Select and copy out every line in the records containing "fabs".
--- START ---
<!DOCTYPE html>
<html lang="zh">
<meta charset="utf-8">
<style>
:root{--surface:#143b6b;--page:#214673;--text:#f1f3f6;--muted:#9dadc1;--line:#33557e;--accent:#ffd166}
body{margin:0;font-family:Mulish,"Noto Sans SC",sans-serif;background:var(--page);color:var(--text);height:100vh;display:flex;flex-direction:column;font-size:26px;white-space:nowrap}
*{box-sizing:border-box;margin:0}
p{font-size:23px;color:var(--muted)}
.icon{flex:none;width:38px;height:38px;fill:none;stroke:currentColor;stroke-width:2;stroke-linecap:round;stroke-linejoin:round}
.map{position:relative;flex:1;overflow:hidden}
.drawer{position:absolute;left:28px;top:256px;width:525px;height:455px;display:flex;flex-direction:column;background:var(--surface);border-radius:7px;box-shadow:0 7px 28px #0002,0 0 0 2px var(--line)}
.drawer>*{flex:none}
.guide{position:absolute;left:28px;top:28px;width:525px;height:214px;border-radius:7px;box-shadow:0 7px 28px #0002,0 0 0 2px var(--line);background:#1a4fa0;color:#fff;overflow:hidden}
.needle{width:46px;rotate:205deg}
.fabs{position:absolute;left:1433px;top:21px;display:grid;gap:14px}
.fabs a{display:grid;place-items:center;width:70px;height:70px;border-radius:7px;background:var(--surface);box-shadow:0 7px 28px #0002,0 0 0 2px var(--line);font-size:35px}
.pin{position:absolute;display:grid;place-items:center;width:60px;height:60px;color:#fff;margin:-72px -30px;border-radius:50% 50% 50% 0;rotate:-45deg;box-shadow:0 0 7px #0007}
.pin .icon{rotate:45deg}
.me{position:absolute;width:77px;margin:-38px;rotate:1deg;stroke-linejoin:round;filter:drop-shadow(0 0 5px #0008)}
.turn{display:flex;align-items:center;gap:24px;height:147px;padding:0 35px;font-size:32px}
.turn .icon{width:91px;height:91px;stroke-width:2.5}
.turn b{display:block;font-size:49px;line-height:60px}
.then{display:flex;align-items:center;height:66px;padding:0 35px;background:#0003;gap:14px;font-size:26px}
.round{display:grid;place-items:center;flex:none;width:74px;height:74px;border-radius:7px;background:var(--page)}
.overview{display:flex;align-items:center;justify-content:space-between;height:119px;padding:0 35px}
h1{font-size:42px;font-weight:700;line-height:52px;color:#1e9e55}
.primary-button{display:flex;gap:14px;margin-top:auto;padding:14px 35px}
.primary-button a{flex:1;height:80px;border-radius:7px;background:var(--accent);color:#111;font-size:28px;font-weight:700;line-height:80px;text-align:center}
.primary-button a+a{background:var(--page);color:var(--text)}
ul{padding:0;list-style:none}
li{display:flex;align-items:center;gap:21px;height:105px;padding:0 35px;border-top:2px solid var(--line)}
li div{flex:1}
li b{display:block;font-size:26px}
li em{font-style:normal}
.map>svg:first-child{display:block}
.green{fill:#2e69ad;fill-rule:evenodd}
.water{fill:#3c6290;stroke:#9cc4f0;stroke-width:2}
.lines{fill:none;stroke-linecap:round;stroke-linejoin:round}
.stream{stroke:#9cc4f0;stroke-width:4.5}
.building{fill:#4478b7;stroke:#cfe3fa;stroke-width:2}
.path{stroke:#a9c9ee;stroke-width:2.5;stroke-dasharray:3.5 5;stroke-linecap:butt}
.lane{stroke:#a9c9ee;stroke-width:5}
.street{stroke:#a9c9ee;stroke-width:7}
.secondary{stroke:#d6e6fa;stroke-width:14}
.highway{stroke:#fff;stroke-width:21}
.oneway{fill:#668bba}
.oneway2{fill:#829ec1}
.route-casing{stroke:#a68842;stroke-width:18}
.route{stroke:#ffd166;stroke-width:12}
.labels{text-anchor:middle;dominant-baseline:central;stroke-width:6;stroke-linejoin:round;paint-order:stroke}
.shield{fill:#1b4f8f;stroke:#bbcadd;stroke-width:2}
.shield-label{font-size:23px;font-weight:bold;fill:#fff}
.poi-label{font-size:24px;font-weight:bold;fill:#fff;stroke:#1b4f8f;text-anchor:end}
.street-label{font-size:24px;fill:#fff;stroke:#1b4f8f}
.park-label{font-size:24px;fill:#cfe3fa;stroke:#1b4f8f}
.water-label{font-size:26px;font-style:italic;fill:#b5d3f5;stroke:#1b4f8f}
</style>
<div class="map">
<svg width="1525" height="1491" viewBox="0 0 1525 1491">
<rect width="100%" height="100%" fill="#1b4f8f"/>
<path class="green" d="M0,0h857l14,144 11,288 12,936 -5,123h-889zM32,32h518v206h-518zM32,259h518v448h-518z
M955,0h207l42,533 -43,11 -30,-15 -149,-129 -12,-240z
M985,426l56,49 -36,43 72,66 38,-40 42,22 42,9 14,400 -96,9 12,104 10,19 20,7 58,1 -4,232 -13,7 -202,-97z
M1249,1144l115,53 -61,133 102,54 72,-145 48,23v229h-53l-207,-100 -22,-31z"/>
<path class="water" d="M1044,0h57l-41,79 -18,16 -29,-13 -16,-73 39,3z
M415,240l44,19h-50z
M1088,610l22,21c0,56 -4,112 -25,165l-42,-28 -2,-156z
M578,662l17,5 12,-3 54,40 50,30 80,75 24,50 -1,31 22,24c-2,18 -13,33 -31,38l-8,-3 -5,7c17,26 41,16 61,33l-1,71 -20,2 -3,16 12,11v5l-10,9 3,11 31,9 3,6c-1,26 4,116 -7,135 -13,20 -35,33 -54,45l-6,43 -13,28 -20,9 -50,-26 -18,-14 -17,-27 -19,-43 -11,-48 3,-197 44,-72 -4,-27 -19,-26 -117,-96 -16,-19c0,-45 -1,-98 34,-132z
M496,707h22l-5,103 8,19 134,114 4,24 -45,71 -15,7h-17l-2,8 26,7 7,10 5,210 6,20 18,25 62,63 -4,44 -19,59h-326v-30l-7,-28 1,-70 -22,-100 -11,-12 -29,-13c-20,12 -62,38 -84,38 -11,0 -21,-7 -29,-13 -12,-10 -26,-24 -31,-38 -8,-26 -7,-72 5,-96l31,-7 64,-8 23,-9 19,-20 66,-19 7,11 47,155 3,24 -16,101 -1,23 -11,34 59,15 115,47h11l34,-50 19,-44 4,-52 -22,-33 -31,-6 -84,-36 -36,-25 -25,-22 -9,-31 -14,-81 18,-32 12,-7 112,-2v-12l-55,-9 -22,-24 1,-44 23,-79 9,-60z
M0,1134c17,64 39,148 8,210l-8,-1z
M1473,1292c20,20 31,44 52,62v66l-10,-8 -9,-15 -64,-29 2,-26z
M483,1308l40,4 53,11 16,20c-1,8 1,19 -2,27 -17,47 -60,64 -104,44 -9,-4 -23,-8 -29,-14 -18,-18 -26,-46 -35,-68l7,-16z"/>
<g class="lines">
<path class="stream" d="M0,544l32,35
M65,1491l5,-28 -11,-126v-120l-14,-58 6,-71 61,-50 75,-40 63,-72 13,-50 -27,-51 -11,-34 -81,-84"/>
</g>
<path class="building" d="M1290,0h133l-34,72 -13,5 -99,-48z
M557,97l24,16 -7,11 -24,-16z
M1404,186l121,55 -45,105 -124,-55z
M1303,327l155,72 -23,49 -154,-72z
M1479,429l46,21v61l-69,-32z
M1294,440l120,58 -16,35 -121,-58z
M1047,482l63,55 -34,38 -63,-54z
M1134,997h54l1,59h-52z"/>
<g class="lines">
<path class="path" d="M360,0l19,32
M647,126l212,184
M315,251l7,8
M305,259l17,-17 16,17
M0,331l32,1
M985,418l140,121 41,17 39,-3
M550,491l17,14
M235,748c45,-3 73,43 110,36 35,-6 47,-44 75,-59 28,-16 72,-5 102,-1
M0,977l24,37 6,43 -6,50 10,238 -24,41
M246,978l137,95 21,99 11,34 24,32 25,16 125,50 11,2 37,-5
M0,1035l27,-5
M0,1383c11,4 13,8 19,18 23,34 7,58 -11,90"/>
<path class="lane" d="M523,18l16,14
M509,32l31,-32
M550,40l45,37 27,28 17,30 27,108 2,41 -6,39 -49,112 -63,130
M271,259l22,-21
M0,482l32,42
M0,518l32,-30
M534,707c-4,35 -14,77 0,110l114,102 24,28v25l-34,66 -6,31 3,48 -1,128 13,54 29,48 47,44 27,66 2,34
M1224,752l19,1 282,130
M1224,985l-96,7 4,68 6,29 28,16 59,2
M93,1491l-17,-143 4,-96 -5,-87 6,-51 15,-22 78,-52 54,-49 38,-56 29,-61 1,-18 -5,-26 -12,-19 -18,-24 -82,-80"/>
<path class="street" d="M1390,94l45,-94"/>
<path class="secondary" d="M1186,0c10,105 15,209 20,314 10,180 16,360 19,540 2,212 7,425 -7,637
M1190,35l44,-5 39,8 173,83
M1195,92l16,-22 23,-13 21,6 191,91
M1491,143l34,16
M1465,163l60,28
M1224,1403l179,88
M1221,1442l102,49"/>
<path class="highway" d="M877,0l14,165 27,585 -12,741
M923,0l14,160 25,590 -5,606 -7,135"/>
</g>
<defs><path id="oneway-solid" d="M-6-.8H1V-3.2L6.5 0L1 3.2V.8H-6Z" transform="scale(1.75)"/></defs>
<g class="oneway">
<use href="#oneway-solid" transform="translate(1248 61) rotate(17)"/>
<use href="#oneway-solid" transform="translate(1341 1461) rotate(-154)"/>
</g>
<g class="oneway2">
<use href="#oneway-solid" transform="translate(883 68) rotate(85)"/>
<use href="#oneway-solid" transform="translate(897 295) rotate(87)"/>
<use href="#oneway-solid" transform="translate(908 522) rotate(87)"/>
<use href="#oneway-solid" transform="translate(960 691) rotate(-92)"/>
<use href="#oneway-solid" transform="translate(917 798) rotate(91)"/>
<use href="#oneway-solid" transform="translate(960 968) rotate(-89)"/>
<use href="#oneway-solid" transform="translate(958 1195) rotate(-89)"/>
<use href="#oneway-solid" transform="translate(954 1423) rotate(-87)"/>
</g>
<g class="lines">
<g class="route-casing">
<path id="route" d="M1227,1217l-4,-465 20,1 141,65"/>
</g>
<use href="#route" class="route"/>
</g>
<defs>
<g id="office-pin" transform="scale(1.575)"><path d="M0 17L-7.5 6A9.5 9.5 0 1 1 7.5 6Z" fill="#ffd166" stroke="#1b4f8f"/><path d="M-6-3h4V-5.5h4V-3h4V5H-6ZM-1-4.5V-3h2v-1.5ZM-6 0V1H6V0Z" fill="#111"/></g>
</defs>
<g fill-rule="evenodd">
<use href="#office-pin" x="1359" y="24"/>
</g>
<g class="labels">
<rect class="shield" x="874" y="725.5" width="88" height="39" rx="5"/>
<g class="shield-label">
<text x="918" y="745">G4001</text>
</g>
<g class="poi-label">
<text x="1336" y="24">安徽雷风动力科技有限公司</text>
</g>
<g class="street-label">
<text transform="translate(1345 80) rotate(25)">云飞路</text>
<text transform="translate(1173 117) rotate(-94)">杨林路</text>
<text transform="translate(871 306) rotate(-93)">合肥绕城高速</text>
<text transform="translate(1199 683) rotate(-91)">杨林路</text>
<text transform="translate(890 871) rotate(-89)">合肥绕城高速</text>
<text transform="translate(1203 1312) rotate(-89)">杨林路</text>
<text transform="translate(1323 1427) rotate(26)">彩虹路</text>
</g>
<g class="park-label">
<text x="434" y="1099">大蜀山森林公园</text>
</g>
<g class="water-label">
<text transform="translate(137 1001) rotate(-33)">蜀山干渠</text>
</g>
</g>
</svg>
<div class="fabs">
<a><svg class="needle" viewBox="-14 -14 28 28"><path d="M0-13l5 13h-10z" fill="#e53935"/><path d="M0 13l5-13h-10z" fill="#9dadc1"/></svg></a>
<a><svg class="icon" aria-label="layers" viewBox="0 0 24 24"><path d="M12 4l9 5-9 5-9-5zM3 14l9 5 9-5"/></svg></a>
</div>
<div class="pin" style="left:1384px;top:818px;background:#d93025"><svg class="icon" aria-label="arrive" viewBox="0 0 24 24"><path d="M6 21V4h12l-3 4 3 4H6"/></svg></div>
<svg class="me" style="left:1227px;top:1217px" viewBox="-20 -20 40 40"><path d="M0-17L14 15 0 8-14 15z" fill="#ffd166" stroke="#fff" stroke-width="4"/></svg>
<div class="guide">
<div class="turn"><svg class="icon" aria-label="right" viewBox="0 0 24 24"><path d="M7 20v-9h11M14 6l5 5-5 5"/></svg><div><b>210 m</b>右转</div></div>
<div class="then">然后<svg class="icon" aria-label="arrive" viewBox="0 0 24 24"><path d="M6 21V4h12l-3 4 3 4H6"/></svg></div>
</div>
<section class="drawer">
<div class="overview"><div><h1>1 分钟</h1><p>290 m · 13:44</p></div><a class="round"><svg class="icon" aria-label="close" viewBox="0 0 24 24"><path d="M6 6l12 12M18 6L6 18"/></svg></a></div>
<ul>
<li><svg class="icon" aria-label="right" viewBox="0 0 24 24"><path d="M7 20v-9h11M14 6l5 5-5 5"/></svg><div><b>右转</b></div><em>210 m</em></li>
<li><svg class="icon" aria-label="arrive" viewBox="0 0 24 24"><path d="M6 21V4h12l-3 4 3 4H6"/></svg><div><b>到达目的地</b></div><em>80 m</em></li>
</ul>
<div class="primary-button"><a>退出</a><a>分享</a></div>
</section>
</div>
--- END ---
• _FINISHED TASK_:
.fabs{position:absolute;left:1433px;top:21px;display:grid;gap:14px}
.fabs a{display:grid;place-items:center;width:70px;height:70px;border-radius:7px;background:var(--surface);box-shadow:0 7px 28px #0002,0 0 0 2px var(--line);font-size:35px}
<div class="fabs">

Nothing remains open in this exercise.